**Instructions to follow**
From the records that follow, copy every line in which "linecap" appears.

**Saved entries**
━━━━━━━━━━

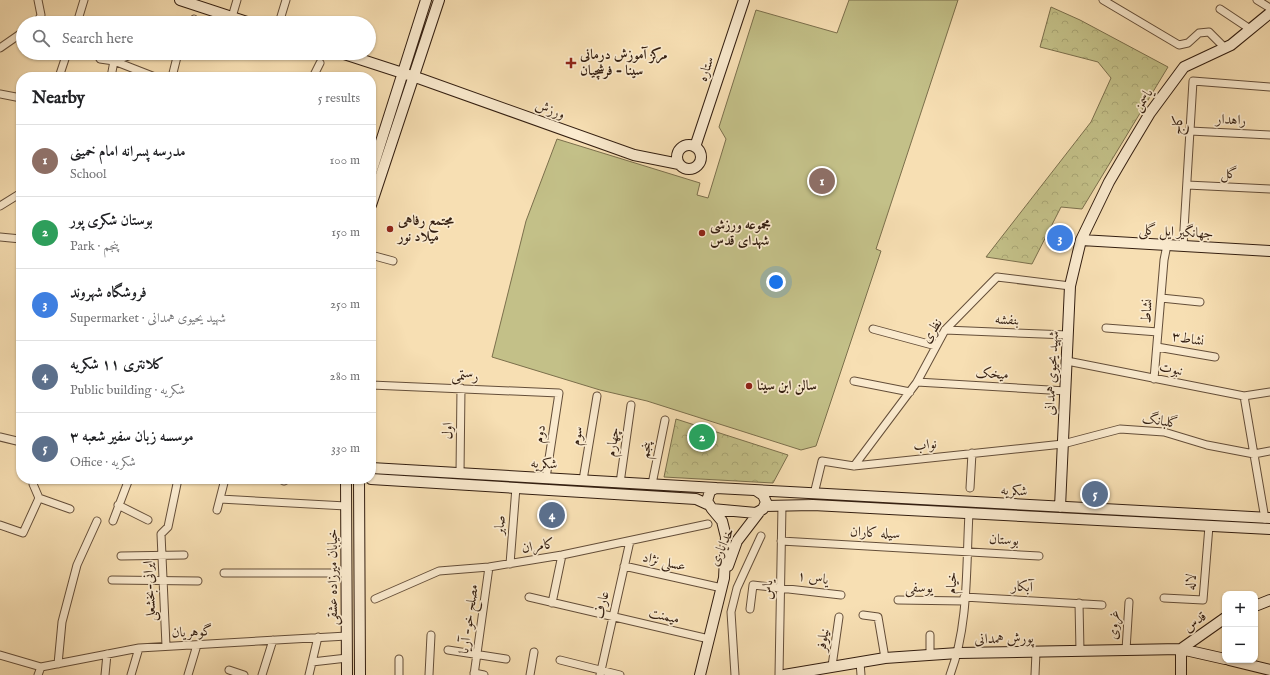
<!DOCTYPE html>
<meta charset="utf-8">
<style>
body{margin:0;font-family:"IM FELL English",Amiri,serif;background:#f2f2f2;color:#202124}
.controls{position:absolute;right:12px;bottom:12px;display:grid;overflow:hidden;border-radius:8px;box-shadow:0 1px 3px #0004}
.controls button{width:36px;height:36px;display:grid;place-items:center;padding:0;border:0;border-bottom:1px solid #e0e0e0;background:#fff;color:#202124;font:20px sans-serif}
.you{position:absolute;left:776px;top:282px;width:14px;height:14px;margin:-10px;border:3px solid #fff;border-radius:50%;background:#1a73e8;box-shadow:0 0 0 6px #1a73e833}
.badge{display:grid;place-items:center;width:26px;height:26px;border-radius:50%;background:#2563eb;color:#fff;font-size:13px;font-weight:700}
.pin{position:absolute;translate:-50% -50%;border:2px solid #fff;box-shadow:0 1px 4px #0006}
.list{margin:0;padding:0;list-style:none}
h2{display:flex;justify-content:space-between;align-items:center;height:52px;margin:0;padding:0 16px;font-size:17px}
h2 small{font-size:13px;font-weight:400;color:#757577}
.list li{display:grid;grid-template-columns:26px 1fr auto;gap:12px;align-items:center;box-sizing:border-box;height:72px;padding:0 16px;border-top:1px solid #e0e0e0}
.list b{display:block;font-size:15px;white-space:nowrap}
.list p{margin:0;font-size:13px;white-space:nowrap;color:#757577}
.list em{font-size:13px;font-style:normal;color:#757577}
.icon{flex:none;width:22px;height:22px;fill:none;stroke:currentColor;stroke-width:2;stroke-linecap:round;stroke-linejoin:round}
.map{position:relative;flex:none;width:1270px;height:675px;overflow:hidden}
.search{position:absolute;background:#fff;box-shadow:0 1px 3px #0004;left:16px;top:16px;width:360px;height:44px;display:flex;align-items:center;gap:10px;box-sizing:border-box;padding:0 14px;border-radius:22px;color:#757577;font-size:15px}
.panel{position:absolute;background:#fff;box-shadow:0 1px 3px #0004;left:16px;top:72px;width:360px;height:412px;border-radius:16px}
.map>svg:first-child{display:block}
.park{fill:url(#park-crowns);stroke:#7b6f4c}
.pitch{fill:#c3c088;stroke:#7b6f4c}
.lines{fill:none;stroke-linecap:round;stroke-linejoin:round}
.street-casing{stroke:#644e39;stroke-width:9}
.secondary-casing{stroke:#331e10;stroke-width:12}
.street{stroke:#faeace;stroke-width:7}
.secondary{stroke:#faeace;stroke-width:10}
.poi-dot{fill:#8f2418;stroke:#faeace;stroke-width:1.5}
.labels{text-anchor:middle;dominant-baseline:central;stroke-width:3.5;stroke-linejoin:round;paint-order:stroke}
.poi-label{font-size:14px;font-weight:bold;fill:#331e10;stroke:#faeace;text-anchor:start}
.street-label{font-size:14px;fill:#331e10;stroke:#faeace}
</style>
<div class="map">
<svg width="1270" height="675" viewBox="0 0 1270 675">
<defs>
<pattern id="park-crowns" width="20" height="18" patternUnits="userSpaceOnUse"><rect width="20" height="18" fill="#c3c088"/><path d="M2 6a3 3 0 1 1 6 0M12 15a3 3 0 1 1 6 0" fill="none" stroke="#a8a574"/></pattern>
</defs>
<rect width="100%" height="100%" fill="#f7dfb3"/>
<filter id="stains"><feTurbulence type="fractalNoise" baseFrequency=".005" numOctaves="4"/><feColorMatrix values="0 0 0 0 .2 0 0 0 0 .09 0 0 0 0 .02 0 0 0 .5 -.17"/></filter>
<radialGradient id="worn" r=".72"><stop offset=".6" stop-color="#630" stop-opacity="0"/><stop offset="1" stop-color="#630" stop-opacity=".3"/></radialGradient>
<!-- park -->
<path class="park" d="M1051 7 1080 20 1168 67 1082 209 1061 207 1032 264 986 257 1091 122 1111 78 1098 62 1040 47Z
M676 419 788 455 773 483 664 477Z"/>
<!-- pitch -->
<path class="pitch" d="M849 0H958L876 249 881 251 816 446 801 450 647 401 600 390 492 357 526 221 557 139 700 183 697 195 708 198 726 139 719 127 756 10 837 33Z"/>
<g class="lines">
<defs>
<path id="street" d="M1103 0 1179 45 1188 43 1199 33 1209 32 1225 48
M1257 0 1270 8
M1220 9 1250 29
M232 17 237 0
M37 23 41 15 38 0
M77 23 84 0
M193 23 194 19
M279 23 286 0
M0 48 23 32
M97 53 100 59 114 61 155 77
M114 61 137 53
M59 77 67 53
M111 77 114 61
M172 77 178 53
M311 77 314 75 320 63
M0 94 21 98
M1190 131 1270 135
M371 146 379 148
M1187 185 1270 189
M0 206 21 193
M0 237 21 239
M1183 246 1193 81 1270 87
M371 255 393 261
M1161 298 1200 302
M1106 328 1158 332
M873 329 936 346
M945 330 1068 335
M1157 347 1215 357
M1067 361 1244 396 1270 392
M1154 379 1164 260 1167 245
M854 381 910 392
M917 382 1066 391
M371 385 559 393 546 478
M1244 396 1265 519
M0 437 21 442
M854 466 917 382 945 330 997 277 1070 286
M460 473 461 388
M280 479 284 481 288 479
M583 480 597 396
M620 483 631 405
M652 484 665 420
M970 488 972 453
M814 494 822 461 854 466 1063 444 1120 429 1164 432 1207 445 1254 454 1270 451
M39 498 70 509
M220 499 346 506
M118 505 148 520
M217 510 225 479
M113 521 129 479
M0 525 23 533 39 498 33 484 35 479
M781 541 1039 556
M121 556 184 555
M510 564 516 487
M624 566 722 588
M224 573H347
M112 580 198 581
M529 597 709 639
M964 597 1102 605
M1164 598 1203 600 1209 526
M375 599 439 571 489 567 562 555 708 524
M898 600 964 601
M552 603 562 555
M1079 603 1080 651
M750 609 753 585 841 595
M863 615 878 617 885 658
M166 646 161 534 168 527 178 479
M448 650 506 659
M1126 650 1129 602
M0 655 41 667 139 648 347 636
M930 655V635
M560 660 620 675
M312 662 347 658
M860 662 861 675
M58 664 62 622 77 565 97 521
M832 666 839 617
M229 670 244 675
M474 673 484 675
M38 675 41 667
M105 675 107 654
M131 675 139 648
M188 675 197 645
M262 675 273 640
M309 675 318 637
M399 675V659
M429 675 431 635
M474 675 489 567
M530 675 534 652
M600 675 630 541
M735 675 731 612 737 588 761 536
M779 675 782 505
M950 675C969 625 966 566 969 513
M1035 675 1036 652"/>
<path id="secondary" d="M180 0 250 23
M341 53 421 79 634 155 679 164
M677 157a12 12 0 1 1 24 0a12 12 0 1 1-24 0Z
M695 147 744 0
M371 173 426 0
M371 205 439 0
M1081 240 1270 251
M371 468 716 488
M346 479 347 675
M359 479 360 675
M371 479 696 499 707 504
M757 491 763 495 766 502 763 509 756 513 712 509 707 501 710 491 716 488 1270 518
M765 506 813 505 1270 529
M1060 507 1070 286 1081 240 1109 182 1126 153 1150 113 1184 67 1231 45 1270 13
M728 566 737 541 760 511
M1255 606 1270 600
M1181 649 1225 618
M1181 649V675
M1229 660 1270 670
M700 675 724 578 726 537 722 521 712 509
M784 675 885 658 958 653 1181 649 1225 659"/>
</defs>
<!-- street casing -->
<use href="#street" class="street-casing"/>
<!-- secondary casing -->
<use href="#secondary" class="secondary-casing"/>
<!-- street -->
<use href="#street" class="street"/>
<!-- secondary -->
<use href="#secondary" class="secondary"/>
</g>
<!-- markers -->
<g class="poi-dot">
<path d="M569 57h4v4h4v4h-4v4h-4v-4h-4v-4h4z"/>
<circle cx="390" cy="229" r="4"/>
<circle cx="702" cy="233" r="4"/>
<circle cx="749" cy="386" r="4"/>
</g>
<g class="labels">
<!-- poi labels -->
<g class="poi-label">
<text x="580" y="55">مرکز آموزش درمانی<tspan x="580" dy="16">سینا - فرشچیان</tspan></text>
<text x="398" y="221">مجتمع رفاهی<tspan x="398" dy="16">میلاد نور</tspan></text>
<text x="710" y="225">مجموعه ورزشی<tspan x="710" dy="16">شهدای قدس</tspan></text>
<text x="757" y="386">سالن ابن سینا</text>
</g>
<!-- street labels -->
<g class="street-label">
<text transform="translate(706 69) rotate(-72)">ستاره</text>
<text transform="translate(1143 100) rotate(-55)">یاسمن</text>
<text transform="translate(550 110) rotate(20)">ورزش</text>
<text transform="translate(1231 120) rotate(3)">راهدار</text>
<text transform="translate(1178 125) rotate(-86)">کاج</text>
<text transform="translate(1229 174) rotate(3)">گل</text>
<text transform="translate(1176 232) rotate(3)">جهانگیر ایل گلی</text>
<text transform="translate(1147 311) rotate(-85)">نشاط</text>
<text transform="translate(1007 320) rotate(3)">بنفشه</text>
<text transform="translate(932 331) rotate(-57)">نظری</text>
<text transform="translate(1188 339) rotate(10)">نشاط۳</text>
<text transform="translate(1171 369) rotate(11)">نبوت</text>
<text transform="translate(1052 373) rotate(-87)">شهید یحیوی همدانی</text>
<text transform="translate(992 374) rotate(3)">میخک</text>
<text transform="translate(465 376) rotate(2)">رستمی</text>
<text transform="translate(1160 421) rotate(9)">گلبانگ</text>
<text transform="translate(448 431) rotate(-89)">اول</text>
<text transform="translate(540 434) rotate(-82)">دوم</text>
<text transform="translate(577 436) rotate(-81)">سوم</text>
<text transform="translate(613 442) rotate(-82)">چهارم</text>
<text transform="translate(925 445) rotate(-6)">نواب</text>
<text transform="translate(646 450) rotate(-79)">پنجم</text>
<text transform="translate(544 464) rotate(3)">شکریه</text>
<text transform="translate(1014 491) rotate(3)">شکریه</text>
<text transform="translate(500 525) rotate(-86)">صابر</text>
<text transform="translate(875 533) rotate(3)">سیله کاران</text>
<text transform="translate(1004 540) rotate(4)">بوستان</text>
<text transform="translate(538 546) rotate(-9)">کامران</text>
<text transform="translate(722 547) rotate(-65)">خدایاری</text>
<text transform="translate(664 562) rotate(13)">عسلی نژاد</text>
<text transform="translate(333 577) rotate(-90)">خیابان میرزاده عشقی</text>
<text transform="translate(813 578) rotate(8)">یاس ۱</text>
<text transform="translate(1191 582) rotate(-85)">لاله</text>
<text transform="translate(952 583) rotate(-87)">خیام</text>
<text transform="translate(1022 587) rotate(3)">آبکار</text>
<text transform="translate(919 588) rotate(1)">یوسفی</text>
<text transform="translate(768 590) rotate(-89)">یاس</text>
<text transform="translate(150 591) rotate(-93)">ایرانی-بخشعلی</text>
<text transform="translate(602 605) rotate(-78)">عارف</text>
<text transform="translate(664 616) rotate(13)">میمنت</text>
<text transform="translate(469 619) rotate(-82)">مصلح خو- آریا</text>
<text transform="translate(1195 622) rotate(-36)">قدس</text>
<text transform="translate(1114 625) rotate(-86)">غروی</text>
<text transform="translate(192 632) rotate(-3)">گوهریان</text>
<text transform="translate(1004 639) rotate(-1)">پورش همدانی</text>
<text transform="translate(823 640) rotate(-81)">نیلوفر</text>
</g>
</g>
<rect width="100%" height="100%" filter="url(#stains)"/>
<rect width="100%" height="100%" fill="url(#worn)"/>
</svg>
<div class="controls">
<button>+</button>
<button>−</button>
</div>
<div class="you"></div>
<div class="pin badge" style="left:822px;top:181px;background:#8d6e63">1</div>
<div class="pin badge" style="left:702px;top:437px;background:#2e9e5b">2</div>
<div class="pin badge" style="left:1060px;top:238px;background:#3f7fe0">3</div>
<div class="pin badge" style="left:552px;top:515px;background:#5c6f8a">4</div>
<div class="pin badge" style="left:1095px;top:494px;background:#5c6f8a">5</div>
<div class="search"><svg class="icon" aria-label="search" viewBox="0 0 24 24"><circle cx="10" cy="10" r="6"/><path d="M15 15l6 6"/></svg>Search here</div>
<section class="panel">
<h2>Nearby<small>5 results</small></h2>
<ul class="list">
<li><span class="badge" style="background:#8d6e63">1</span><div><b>مدرسه پسرانه امام خمینی</b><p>School</p></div><em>100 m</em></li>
<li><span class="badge" style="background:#2e9e5b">2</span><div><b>بوستان شکری پور</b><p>Park · پنجم</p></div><em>150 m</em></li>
<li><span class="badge" style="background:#3f7fe0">3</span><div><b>فروشگاه شهروند</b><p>Supermarket · شهید یحیوی همدانی</p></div><em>250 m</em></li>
<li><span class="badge" style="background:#5c6f8a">4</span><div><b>کلانتری ۱۱ شکریه</b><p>Public building · شکریه</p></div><em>280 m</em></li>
<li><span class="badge" style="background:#5c6f8a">5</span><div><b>موسسه زبان سفیر شعبه ۳</b><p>Office · شکریه</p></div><em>330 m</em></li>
</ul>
</section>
</div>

━━━━━━━━━━

**Answer to this problem**
.icon{flex:none;width:22px;height:22px;fill:none;stroke:currentColor;stroke-width:2;stroke-linecap:round;stroke-linejoin:round}
.lines{fill:none;stroke-linecap:round;stroke-linejoin:round}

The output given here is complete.